Third Year Pupils Celebrate Success in National Physics Competition

Five of our Third Year pupils are celebrating success in a national physics competition hosted by the University of Leeds.

The science competition invited KS3 students to get creative and explore the beauty of fluid dynamics. Our Third Year physics pupils have been exploring fluids and how they transfer heat energy, and the competition was an opportunity to demonstrate their knowledge.

Nila Baskar, Isra Ali, Sophie Jewitt and Apsara Naguleswaran placed first with their experiments of gelatine bubbles, milk and skittles, disk droplets, lime splash, floating flower and spider’s web. The judges commented that their entry was ‘a stunning set of images’ showing ‘so many important processes… fantastic demonstrations, great work!’ All four girls received a £40 Amazon gift voucher.

Ameen Khunda came second with the judges remarking his imploding can experiment as ‘a creative experiment… well executed and a fantastic description of the fluid processes, excellent!’ Ameen received a £20 Amazon gift voucher.

Yarm School wins second place in physics competition with imploding can experiment

Nila said: “I feel very proud to have won the competition alongside Isra, Sophie and Apsara. We have spent a lot of time learning about fluid dynamics in our lessons, so it was a lot of fun to put our knowledge to the test with the chance of winning a prize.”

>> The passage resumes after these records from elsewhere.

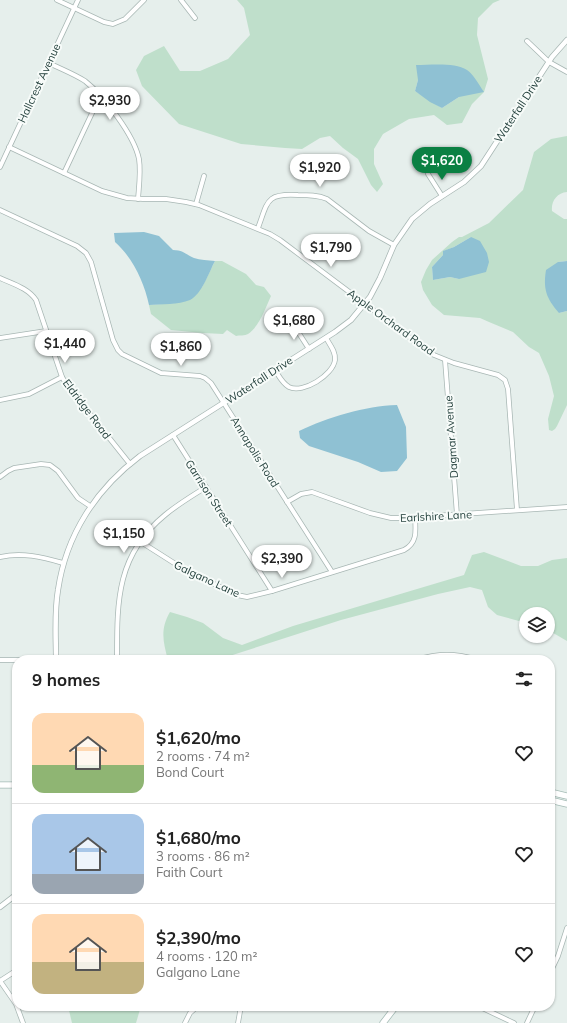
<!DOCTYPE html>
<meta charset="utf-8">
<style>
body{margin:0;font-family:Mulish,sans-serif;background:#f2f2f2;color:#222;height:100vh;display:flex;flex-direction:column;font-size:15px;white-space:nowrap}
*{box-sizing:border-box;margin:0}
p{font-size:13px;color:#767676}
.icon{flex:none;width:22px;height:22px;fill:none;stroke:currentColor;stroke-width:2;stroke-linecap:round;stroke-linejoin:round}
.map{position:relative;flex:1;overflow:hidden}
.drawer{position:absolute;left:12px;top:655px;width:543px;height:356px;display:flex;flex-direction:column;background:#fff;border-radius:16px;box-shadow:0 1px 3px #0004}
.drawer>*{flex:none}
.fabs{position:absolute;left:519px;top:607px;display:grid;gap:8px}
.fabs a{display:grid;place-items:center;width:36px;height:36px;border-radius:50%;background:#fff;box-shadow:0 1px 3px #0004;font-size:20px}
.price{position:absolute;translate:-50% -34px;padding:0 9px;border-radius:14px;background:#fff;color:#222;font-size:13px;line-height:26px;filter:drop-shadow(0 1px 2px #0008)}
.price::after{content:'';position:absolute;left:50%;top:24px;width:12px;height:9px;margin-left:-6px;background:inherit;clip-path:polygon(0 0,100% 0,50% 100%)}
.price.selected{background:#0b8043;color:#fff}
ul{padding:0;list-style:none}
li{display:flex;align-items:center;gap:12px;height:100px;padding:0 20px}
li+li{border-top:1px solid #e0e0e0}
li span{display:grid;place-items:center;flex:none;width:112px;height:80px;border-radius:12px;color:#555}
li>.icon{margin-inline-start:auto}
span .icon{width:48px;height:48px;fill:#fffc;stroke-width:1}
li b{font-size:17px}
h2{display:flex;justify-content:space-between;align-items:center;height:48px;padding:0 20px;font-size:17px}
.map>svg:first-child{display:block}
.green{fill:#bfdfcb;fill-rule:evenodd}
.water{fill:#8fc1d3}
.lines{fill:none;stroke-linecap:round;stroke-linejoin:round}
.minor-casing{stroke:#a8b7b4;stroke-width:5.5}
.tertiary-casing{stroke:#a8b7b4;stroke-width:6}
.secondary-casing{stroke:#a4bbb5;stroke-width:7}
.minor{stroke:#fff;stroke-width:4}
.tertiary{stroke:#fff;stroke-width:4.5}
.secondary{stroke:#fff;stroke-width:5.5}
.labels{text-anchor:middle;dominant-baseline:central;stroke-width:4;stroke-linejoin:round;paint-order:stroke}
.street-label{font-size:11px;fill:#24413d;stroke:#f7fbf9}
</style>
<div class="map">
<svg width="567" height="1023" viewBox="0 0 567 1023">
<rect width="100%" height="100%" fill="#e6efec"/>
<!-- green -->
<g class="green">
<path d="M237,0H500L493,3L478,18L477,35L488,79L484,92L472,104L462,123L447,125L434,115L409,119L383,134L374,149V164L383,184L377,192L371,185L358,159L343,148L330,136L320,138L302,149L285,148L241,144L179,124L142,86L136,70L144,56L164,46L180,71H200L228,59L250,35L244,8ZM418,80L459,97L442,108L415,91Z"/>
<path d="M567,136V192C557,193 551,201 552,211L564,219H567V261L558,262L559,313L567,311V405L557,426L555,429L552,431L549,430L548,419L554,396L549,376L539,353L529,347L513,332L489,322L480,318L444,315L432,305L423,290L421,282L426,270L432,260L452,242L459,237H462L489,223L523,190L534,152L551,139ZM471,237L459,279L450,277L433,280L432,267L443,255L444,251L454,247Z"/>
<path d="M215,261H222L246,274L256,285L264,287L271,296C266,307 259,327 248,334C245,336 239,335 236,336L227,330L223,334L203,333L171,330L151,314L149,305L175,303L202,287Z"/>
<path d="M484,552L521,566H538L552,560L567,558V641L548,630V614H526V623L497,615L488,607L482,590L470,587L438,594L341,620L217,660H168C163,642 160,629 170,612L187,617L203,623L223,638L242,645L293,626L464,575L472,555Z"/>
<polygon points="68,1006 141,1006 136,1023 72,1023"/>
</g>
<!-- water -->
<g class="water">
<path d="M416,65C430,65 455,62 467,70C474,75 479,85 484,92L459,97L442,108L430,102L415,91L418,80Z"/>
<path d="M144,232L159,236L173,250C183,250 185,254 194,258C200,260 208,260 215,261C209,272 202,294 190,300C178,305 162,304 149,305C144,282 133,258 115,242L114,233Z"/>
<polygon points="471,237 480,241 487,253 489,262 486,272 459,279 450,277 433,280 432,267 443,255 443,251 454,247"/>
<path d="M567,261V311L559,313C546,298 543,289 546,270L558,262Z"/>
<path d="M397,405L406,427L407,458L397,471L381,472L358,462L309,446L300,438L299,431C328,417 365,406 397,405Z"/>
</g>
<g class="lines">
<!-- minor casing -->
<g class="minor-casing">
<g id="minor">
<polyline points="57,0 104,22 113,24 125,19 144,0"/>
<polyline points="181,0 195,18"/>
<polyline points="527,41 549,62 567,72"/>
<path d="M49,63C61,69 74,74 85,81C104,96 134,135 139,159C141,172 139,186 138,199"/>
<polyline points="9,147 102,191 127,198 143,199 166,199 186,202 199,205 270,234 280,240 424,348 434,355 454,363 498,375 505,380 508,389 517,510"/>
<polyline points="0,167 78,0"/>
<polyline points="64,173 100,96"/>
<polyline points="428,174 442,196"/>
<polyline points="196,204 204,176"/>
<polyline points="0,210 77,246 86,253 91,262 113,340 118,350 122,354 161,373 200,376 205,378 211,383 332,572"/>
<path d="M258,228C268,201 266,193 298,195C308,195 318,195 327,199L369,231L394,245"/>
<path d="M0,278C13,284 28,288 36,300L62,377L67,385L130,464"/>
<polyline points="293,324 309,349"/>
<polyline points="0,338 46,331"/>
<polyline points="445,360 457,515"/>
<path d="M275,370C279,376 282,383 289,387C303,394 333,375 335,360C336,352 330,345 326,338"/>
<polyline points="0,400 29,394 62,377"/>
<polyline points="173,435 272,591"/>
<polyline points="0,477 8,471 14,468 41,464 50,465 58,471 78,498 90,506"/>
<polyline points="287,502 301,494 312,492 370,513 391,518 404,518 567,507"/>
<path d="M141,542L185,570L237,595L247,597L272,591L404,550C417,543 416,532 415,518"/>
<path d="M0,557C22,552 42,557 63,563"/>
<polyline points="0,660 56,660"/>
<path d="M117,660C117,602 116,555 165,515C178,504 192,496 206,487"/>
<path d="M415,660C440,653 454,653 479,660"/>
<polyline points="550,973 558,956 567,928"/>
<polyline points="0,981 16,1004 23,1023"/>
<polyline points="0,981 17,970"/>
<polyline points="246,1006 258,1006"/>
<polyline points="478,1006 514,1023"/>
<polyline points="185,1023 190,1013 198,1006"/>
<polyline points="238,1023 241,1006"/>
<polyline points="527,1023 535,1006"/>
</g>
</g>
<!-- tertiary casing -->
<g class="tertiary-casing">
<g id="tertiary">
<path d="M56,660C56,637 54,613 58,590C66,535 96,489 140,456L335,332L351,320L370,297L380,278L394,245L412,219L430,204L464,182L481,166L552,57L567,40"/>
<polyline points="0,907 17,894"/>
</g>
</g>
<!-- secondary casing -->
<g class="secondary-casing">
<g id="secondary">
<polyline points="0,785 17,785"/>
<polyline points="550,792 567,796"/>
<polyline points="550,800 567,804"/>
<polyline points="383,1023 396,1006"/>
</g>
</g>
<!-- minor -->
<use href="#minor" class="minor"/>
<!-- tertiary -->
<use href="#tertiary" class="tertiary"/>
<!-- secondary -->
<use href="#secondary" class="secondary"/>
</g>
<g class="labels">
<!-- street labels -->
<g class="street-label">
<text transform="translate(39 83) rotate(-65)">Hallcrest Avenue</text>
<text transform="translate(518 109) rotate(-57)">Waterfall Drive</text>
<text transform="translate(391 322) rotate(36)">Apple Orchard Road</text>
<text transform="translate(259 380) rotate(-33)">Waterfall Drive</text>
<text transform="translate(87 409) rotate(53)">Eldridge Road</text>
<text transform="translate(451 437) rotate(-94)">Dagmar Avenue</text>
<text transform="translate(255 452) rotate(58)">Annapolis Road</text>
<text transform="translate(209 493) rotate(57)">Garrison Street</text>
<text transform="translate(436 516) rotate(-3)">Earlshire Lane</text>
<text transform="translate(207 579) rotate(25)">Galgano Lane</text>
</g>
</g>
</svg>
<div class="fabs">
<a><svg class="icon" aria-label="layers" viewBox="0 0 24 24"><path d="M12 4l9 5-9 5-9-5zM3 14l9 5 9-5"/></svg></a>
</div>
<b class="price" style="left:110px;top:121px">$2,930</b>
<b class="price selected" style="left:442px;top:181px">$1,620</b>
<b class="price" style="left:320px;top:188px">$1,920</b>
<b class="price" style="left:331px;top:268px">$1,790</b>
<b class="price" style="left:294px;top:341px">$1,680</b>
<b class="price" style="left:65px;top:364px">$1,440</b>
<b class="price" style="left:181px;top:367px">$1,860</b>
<b class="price" style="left:124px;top:554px">$1,150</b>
<b class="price" style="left:282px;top:579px">$2,390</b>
<section class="drawer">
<h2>9 homes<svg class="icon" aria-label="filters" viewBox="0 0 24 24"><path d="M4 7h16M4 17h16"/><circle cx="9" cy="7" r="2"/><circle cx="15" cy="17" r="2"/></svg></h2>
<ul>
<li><span style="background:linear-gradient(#ffd9b3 65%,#8fb573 0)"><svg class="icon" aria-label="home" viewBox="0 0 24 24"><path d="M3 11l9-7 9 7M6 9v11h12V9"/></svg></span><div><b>$1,620/mo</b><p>2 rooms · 74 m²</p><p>Bond Court</p></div><svg class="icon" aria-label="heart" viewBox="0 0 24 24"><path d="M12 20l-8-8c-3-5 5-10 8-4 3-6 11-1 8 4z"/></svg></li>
<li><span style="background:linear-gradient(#a9c7e8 75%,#9aa5b1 0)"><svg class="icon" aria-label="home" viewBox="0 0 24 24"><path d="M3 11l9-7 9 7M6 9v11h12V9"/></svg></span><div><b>$1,680/mo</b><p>3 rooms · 86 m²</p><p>Faith Court</p></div><svg class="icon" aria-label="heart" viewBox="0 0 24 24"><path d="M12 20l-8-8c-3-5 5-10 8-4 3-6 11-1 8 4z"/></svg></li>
<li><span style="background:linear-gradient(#ffd9b3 60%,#c2b280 0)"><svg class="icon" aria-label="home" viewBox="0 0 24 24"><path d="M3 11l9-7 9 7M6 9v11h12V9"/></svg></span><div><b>$2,390/mo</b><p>4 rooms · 120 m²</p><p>Galgano Lane</p></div><svg class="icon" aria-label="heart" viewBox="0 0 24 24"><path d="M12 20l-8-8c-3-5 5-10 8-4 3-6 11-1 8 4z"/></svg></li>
</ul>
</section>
</div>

Mr Ian Burns, Head of Physics at Yarm School, said: “Nila, Isra, Sophie, Apsara and Ameen should all be very proud of themselves for placing first and second in the competition.

It’s wonderful to see the pupils applying the knowledge and skills they have learned in their lessons and participating in extracurricular activities and challenges.”

Dr Hannah Kreczak, Competition Coordinator said: “The competition was organised by current and former PhD students at the University of Leeds, whose research projects are all within the area of fluid dynamics from understanding how landslides form and move, to how electrically conductive gas behaves in thermonuclear fusion devices.

The organisers and I were thrilled with the exploration and creativity undertaken by the pupils from Yarm School. As a student, I had to wait until university to learn about fluid dynamics in depth so it is wonderful to hear that the pupils enjoyed engaging with the subject with their teacher Ian Burns – they really have a flair for scientific investigation.”